Klaus, Gross, Kuehnl, Klestil, Daublebsky, Sichrovski - names that are no doubt familiar to Radio Prague listeners. The first three are surnames of current Czech politicians and the rest belong respectively to the Austrian President, Austrian ambassador to the Czech Republic and the general secretary of the Austrian Freedom Party. The point I'm trying to make here is that the first three are typical German names while the rest sound distinctly Slavic. Leafing through the Yellow Pages in Prague and Vienna, one comes across the same names; a mix of German and Czech, possibly with the spelling occasionally adjusted. Austrians and Czechs have lived side by side for centuries, quarrelled and fought like all neighbours do but also mingled and learnt from each other. Art, architecture, cuisine - these are but a few fields of life which the two nations shared to a great extent in history.

At a time when politicians are waging wars of words from the summits of high politics: targeting the Temelin nuclear power station, the Benes decrees or one another, Prague's historic Clam-Gallas Palace is hosting an exhibition dedicated to the everyday side of the two nations' neighbourly relations. The exhibition, entitled "At Home, Abroad" looks at the ups and downs of the life of Viennese Czechs over the past couple of centuries. It does not hide the fact that the coexistence of the two nations was difficult at times, just as it is now.
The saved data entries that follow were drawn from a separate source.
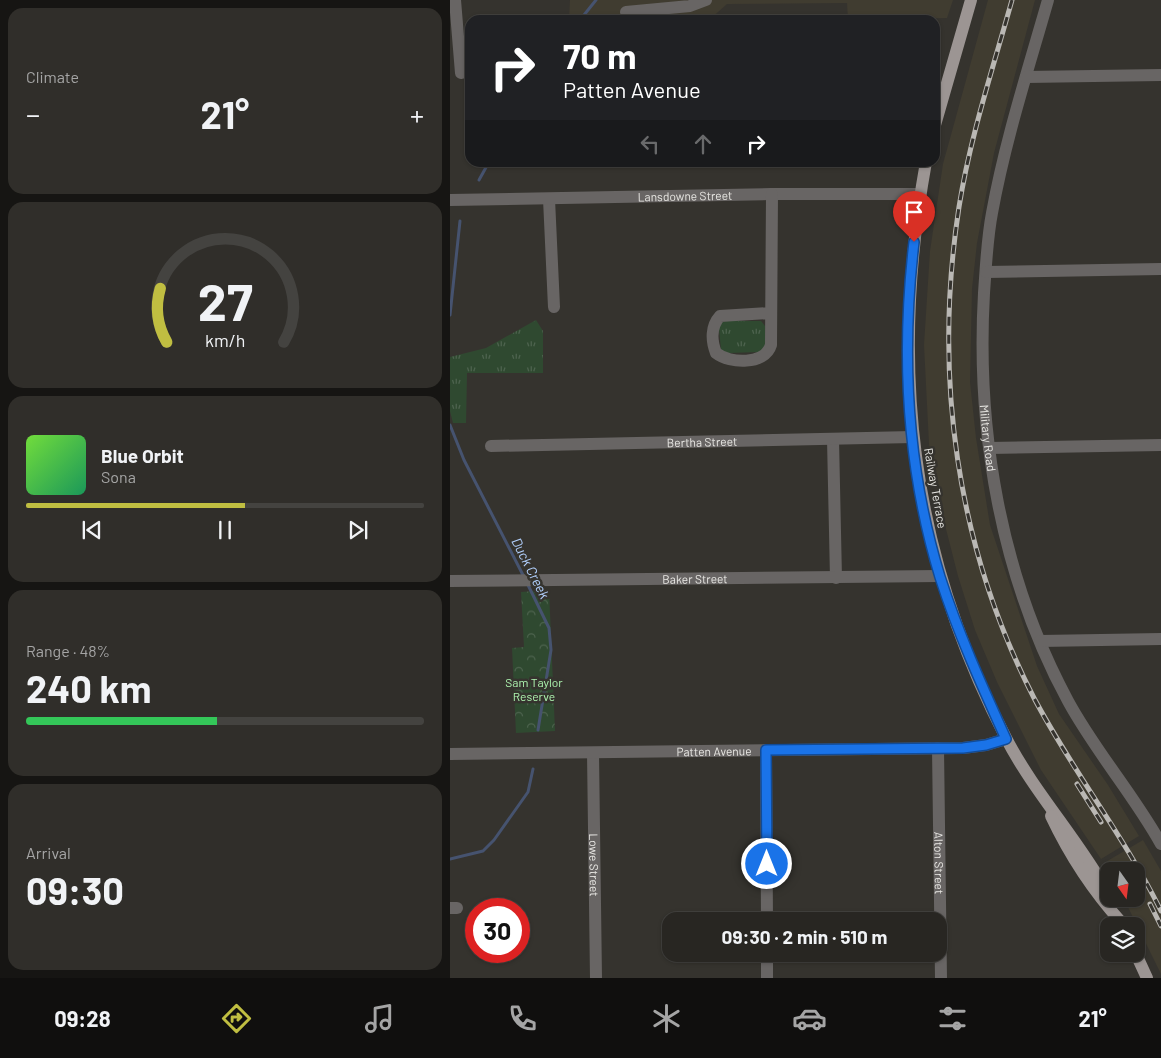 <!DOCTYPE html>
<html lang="en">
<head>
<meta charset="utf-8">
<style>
	body { margin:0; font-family:Barlow,sans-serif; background:#302e2a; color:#f1f3f6; height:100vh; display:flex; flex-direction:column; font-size:19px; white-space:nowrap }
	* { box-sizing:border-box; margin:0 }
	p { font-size:16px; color:#a5a5a5 }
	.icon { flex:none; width:28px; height:28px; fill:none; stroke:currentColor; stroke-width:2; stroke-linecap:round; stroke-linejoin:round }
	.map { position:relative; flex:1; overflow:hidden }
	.sheet { display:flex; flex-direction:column; gap:8px; padding:8px; background:#161513; width:450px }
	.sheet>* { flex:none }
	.top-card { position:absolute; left:15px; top:15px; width:475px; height:152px; border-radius:15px; box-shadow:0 1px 4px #0004,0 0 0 1px #444340; background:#202124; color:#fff; overflow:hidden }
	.needle { width:32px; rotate:166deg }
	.fabs { position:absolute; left:650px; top:862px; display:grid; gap:10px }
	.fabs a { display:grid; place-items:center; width:45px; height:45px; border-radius:10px; background:#282622; box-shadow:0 1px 4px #0004,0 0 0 1px #444340; font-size:25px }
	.speed { position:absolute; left:15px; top:898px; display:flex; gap:10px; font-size:25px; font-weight:700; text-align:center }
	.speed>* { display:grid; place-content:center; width:65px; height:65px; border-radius:50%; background:#282622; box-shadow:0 1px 4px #0004,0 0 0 1px #444340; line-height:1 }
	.speed .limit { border:8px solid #d22; background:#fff; color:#111 }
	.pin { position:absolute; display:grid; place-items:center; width:42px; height:42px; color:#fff; margin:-51px -21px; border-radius:50% 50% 50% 0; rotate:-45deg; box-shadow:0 0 5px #0007 }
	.pin .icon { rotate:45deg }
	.me { position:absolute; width:55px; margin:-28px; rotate:0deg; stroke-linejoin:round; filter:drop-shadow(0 0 4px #0008) }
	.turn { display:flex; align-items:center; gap:18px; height:105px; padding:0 15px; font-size:22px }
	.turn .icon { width:65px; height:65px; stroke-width:2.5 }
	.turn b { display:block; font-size:35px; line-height:42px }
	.lanes { display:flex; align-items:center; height:48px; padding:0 15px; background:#0003; justify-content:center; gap:25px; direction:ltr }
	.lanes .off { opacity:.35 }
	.big { font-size:38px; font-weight:700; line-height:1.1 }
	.sheet .widget { flex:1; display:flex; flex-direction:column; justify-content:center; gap:8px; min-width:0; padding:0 18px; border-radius:15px; background:#302e2a }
	.sheet .dial { align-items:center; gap:0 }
	.dial svg { height:130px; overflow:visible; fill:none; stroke:#444340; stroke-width:7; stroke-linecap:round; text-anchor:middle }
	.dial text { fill:#f1f3f6; stroke:none }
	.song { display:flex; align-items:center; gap:15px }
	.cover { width:60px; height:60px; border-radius:8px; background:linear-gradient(135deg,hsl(100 70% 55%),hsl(150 70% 35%)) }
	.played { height:5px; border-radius:2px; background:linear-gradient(90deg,#c0be41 55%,#444340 55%) }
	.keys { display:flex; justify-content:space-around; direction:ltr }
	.heat { display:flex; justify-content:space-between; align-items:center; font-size:28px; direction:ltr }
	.charge { height:8px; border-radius:4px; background:linear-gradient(90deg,#34c759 48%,#444340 0) }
	.trip { position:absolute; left:212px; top:912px; width:285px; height:50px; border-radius:15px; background:#282622; box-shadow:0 1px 4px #0004,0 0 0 1px #444340; font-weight:700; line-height:50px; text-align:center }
	.dock { display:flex; height:80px; justify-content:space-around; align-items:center; background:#100f0e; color:#a5a5a5 }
	.dock .icon { width:35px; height:35px }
	.dock .current { color:#c0be41 }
	.dock b { font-size:22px; color:#f1f3f6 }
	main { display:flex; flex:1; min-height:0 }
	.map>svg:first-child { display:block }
</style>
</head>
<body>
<main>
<section class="sheet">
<div class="widget"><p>Climate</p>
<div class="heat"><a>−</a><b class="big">21°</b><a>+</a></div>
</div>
<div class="widget dial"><svg viewBox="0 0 100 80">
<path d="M14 69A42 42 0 1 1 86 69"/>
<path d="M14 69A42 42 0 0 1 10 36" stroke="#c0be41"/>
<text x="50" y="56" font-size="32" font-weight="700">27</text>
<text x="50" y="72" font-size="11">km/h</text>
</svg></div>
<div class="widget">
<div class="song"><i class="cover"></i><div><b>Blue Orbit</b><p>Sona</p></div></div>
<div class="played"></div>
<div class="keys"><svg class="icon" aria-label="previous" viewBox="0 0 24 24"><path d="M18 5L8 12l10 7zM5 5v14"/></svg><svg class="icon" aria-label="pause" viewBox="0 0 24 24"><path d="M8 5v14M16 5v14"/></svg><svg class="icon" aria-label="next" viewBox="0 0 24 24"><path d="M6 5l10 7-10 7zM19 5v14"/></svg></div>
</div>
<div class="widget"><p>Range · 48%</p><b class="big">240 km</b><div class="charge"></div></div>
<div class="widget"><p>Arrival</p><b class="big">09:30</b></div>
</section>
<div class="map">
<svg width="711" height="978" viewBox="0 0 711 978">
	<defs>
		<pattern id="grass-tufts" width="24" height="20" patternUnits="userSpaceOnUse" patternTransform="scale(1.25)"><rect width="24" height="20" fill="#2f4930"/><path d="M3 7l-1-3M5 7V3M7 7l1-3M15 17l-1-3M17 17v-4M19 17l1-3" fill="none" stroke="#4d634e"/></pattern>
		<pattern id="park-crowns" width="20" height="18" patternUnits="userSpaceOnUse" patternTransform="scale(1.25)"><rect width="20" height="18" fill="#2f4930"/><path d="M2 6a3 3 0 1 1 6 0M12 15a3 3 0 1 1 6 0" fill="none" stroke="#4d634e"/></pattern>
	</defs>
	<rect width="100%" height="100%" fill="#35332e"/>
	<!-- built -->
	<g fill="#403c30">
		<polygon points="120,0 503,0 497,18 398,20 397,3 277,4 259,20 119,20"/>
		<polygon points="538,0 585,0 544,153 527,243 522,289 520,382 526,438 540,525 587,666 609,714 658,785 689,836 651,859 591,770 547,682 525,630 508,576 484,482 479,444 474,345 480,251 493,164"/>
		<polygon points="693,840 711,871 711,974 674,899 686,899 686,871 659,871 654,863"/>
	</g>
	<!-- grass -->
	<g fill="url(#grass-tufts)">
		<polygon points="86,320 93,331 93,373 17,373 16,423 3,423 0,411 0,357 36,348"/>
		<polygon points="277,321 311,321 315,326 316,345 310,352 278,353 271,350 269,328 272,322"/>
	</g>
	<!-- park -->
	<polygon fill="url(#park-crowns)" points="99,590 105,731 66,733 62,648 74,647 71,592"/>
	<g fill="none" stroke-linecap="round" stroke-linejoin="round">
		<!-- stream -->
		<g stroke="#46536f" stroke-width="3">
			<polyline points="130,20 146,0"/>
			<polyline points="29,180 39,162"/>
			<polyline points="0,315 10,221"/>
			<polyline points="0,425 14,460 74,577"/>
			<polyline points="78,585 99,628 101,650 88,730"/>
			<polyline points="0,859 33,851 44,840 78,792 83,769"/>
		</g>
		<!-- minor -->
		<g stroke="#686564" stroke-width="12">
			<polyline points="5,0 11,73"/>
			<path id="s1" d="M598,0c-20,70 -43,141 -56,213 -5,26 -6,53 -8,80 -8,139 17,284 84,408 27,50 66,94 93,143"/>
			<polyline points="176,12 240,6 256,0"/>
			<polyline points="576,77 711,75"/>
			<polyline points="99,199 104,307"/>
			<path id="s2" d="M0,200l322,-6h148"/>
			<polyline points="536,272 711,269"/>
			<path d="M320,313l-50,3c-9,10 -9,24 -4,37 14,11 49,12 55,-8l1,-151"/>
			<polyline points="383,439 386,578"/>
			<path id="s3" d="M41,446l422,-9"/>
			<polyline points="539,448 711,445"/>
			<path id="s4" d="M0,581l490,-5"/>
			<polyline points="590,641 711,639"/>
			<path id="s5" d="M488,748l3,230"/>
			<polyline points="316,750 317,921"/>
			<path id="s6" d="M143,753l3,225"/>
			<path id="s7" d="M0,754l513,-6 23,-3 20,-6"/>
			<polyline points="0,908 7,908"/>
			<polyline points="317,954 317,978"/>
		</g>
		<!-- major -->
		<g stroke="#9c9593" stroke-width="12">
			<polyline points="485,125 521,0"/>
			<path d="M476,162c-37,205 -16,390 80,576 29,56 73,102 103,157"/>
			<path d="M601,816c18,38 42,75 70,106"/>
			<polyline points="686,954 697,978"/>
		</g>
		<!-- rail casing -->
		<g stroke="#bab8b4" stroke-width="5">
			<g id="rail">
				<path d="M562,0c-19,68 -42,137 -53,207 -26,168 -3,339 75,491 39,74 91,139 127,213"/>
				<polyline points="627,784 651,822"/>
				<polyline points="700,904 711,926"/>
			</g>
		</g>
		<!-- rail -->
		<use href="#rail" stroke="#35332e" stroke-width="3" stroke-dasharray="9" stroke-linecap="butt"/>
	</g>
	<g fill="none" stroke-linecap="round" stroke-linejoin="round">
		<!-- route casing -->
		<g stroke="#114b97" stroke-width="12">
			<path id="route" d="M317,864l-1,-114 197,-2 23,-3 20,-6c-24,-53 -48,-106 -66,-162 -33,-108 -39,-224 -26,-335"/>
		</g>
		<!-- route -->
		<use href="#route" stroke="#1a73e8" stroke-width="9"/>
	</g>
	<g text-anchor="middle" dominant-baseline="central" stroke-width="5" stroke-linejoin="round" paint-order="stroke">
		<!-- street labels -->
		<g font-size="12" fill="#e8e7e3" stroke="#35332e">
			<text stroke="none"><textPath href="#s2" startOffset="235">Lansdowne Street</textPath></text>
			<text stroke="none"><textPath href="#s1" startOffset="446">Military Road</textPath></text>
			<text stroke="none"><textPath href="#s3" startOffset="211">Bertha Street</textPath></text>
			<text transform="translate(486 488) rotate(80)">Railway Terrace</text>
			<text stroke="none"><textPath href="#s4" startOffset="245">Baker Street</textPath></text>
			<text stroke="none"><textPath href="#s7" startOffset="264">Patten Avenue</textPath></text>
			<text stroke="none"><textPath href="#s5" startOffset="115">Alton Street</textPath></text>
			<text stroke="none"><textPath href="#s6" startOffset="112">Lowe Street</textPath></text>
		</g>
		<!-- park labels -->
		<g font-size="12" fill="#aff7b1" stroke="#35332e">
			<text x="84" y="682">Sam Taylor<tspan x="84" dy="14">Reserve</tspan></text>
		</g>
		<!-- water labels -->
		<g font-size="14" font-style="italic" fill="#b1cffc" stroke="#35332e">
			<text transform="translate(81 568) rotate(63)">Duck Creek</text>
		</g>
	</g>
</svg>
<div class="fabs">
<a><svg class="needle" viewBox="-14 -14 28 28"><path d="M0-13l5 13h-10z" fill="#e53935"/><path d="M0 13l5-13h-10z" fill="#a5a5a5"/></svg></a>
<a><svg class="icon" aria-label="layers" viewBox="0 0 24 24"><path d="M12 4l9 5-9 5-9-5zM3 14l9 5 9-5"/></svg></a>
</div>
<div class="speed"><div class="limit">30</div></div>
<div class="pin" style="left:464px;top:242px;background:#d93025"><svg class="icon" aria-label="arrive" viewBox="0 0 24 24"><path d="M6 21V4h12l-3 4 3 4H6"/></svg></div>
<svg class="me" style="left:317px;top:864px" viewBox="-20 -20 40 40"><circle r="17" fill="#1a73e8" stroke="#fff" stroke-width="3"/><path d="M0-11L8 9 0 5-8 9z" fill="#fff"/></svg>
<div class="trip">09:30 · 2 min · 510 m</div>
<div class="top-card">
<div class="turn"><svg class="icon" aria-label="right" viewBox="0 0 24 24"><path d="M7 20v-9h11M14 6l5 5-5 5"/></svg><div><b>70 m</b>Patten Avenue</div></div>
<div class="lanes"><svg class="icon off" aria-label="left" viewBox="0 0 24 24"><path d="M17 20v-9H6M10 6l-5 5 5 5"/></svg><svg class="icon off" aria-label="ahead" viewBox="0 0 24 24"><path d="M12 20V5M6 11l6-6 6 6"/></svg><svg class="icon" aria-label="right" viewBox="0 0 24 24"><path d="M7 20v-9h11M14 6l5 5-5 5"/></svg></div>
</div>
</div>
</main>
<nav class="dock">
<b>09:28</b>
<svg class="icon current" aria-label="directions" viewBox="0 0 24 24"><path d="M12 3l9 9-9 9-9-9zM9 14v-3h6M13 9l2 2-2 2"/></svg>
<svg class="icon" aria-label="music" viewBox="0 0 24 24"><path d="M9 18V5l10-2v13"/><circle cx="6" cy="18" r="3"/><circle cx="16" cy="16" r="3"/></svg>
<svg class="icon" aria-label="phone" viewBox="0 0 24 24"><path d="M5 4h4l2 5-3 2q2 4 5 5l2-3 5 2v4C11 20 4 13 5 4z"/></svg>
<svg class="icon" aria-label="climate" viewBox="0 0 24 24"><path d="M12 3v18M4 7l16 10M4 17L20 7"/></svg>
<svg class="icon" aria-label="car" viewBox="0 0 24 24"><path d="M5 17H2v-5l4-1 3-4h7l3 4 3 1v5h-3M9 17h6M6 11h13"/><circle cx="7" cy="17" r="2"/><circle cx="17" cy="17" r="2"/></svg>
<svg class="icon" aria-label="filters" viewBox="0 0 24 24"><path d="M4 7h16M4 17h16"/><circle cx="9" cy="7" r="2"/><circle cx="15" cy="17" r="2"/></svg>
<b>21°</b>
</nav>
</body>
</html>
The exhibition suggests that the highlights of Czech-Austrian relations in recent history were connected with sport. Between the world wars the legendary Czech football player Josef "Pepi" Bican started his career in Rapid Vienna, and in the second half of the 1980's, Antonin Panenka, another famous Czech player spent the last years of his career in the same team. Panenka was very popular with Austrian fans in the days when hundreds of Czechoslovak asylum seekers were entering the country.

Recently, Martin Hasek, the brother of the famous Czech ice-hockey goalkeeper Dominik, joined the Viennese club Austria. It's perhaps worth mentioning that he is a namesake of Jaroslav Hasek, the author of the Good Soldier Svejk, the epitome of the Czech-Austrian stereotype.

Serious as all the political problems seem now, with time they will probably lose much of their weight. At a similar exhibition a hundred years on, the over-politicised topic of Temelin might well be overshadowed by an outstanding work of art, the results of close cross-border cooperation of Austrian and Czech regions or perhaps, as this month's exhibition suggests, good teamwork on the football pitch.